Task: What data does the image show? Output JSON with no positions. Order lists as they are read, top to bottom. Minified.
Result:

==

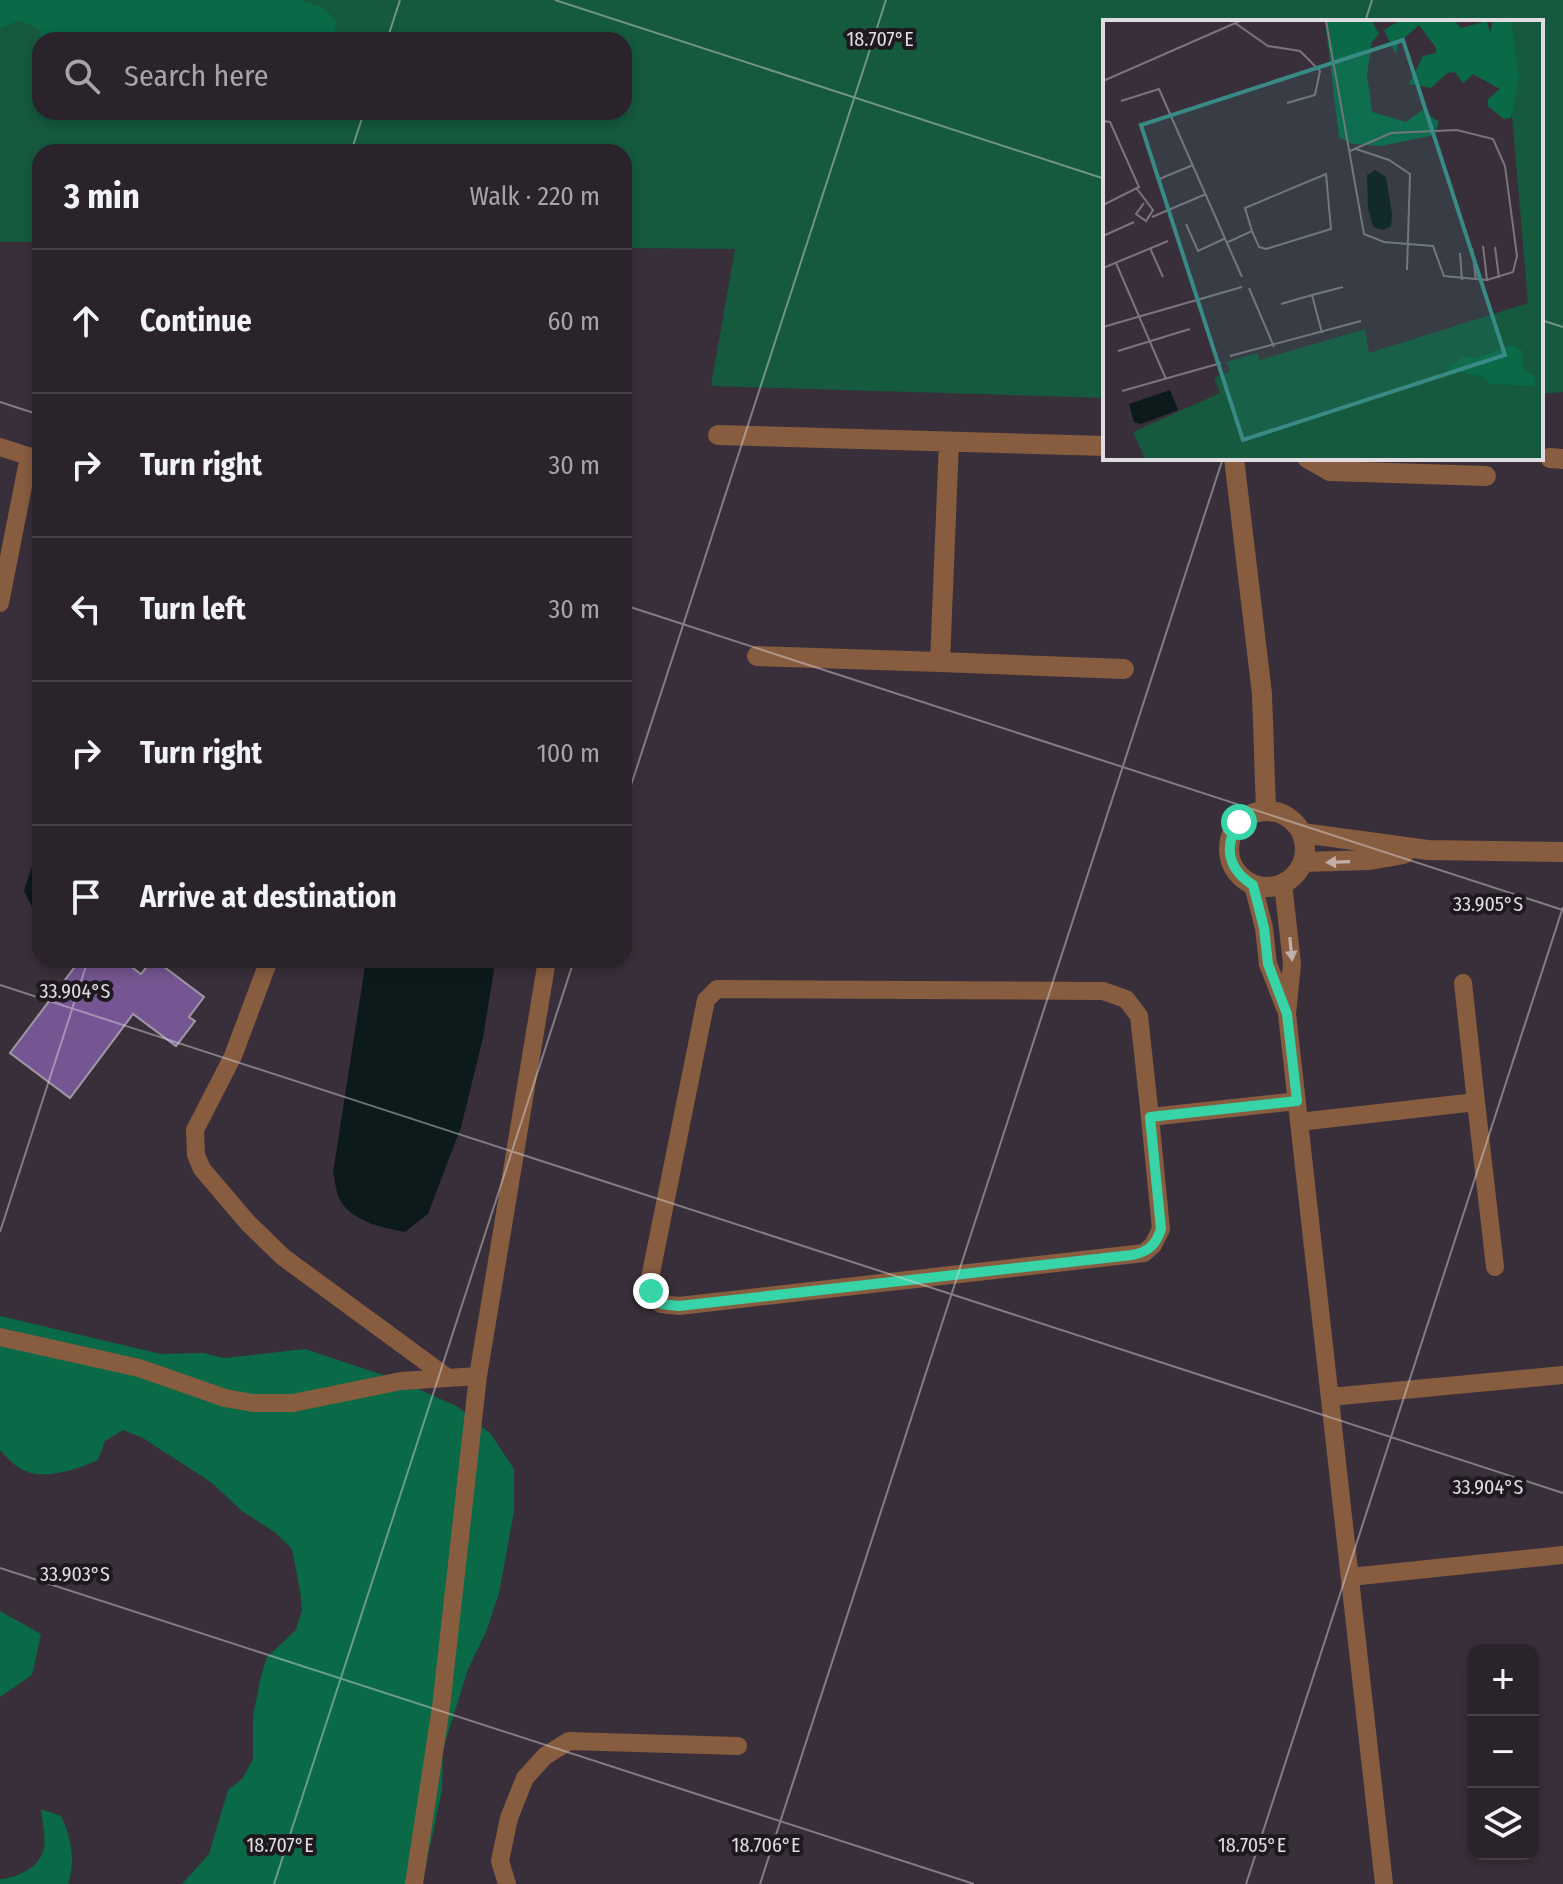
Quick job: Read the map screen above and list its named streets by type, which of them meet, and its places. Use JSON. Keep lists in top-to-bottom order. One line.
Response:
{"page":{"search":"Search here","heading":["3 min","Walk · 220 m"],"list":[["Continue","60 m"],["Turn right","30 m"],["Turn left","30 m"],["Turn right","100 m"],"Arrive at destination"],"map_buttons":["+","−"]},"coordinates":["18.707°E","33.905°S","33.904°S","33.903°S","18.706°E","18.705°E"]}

- **INSTRUCTIONS FOR THE TASK**
The expected result is a copy of each line in the records where "bottom" appears.

- **TASK SOLUTION**
Task: What data does the image show? Output JSON with no positions. Order lists as they are read, top to bottom. Minified.
Quick job: Read the map screen above and list its named streets by type, which of them meet, and its places. Use JSON. Keep lists in top-to-bottom order. One line.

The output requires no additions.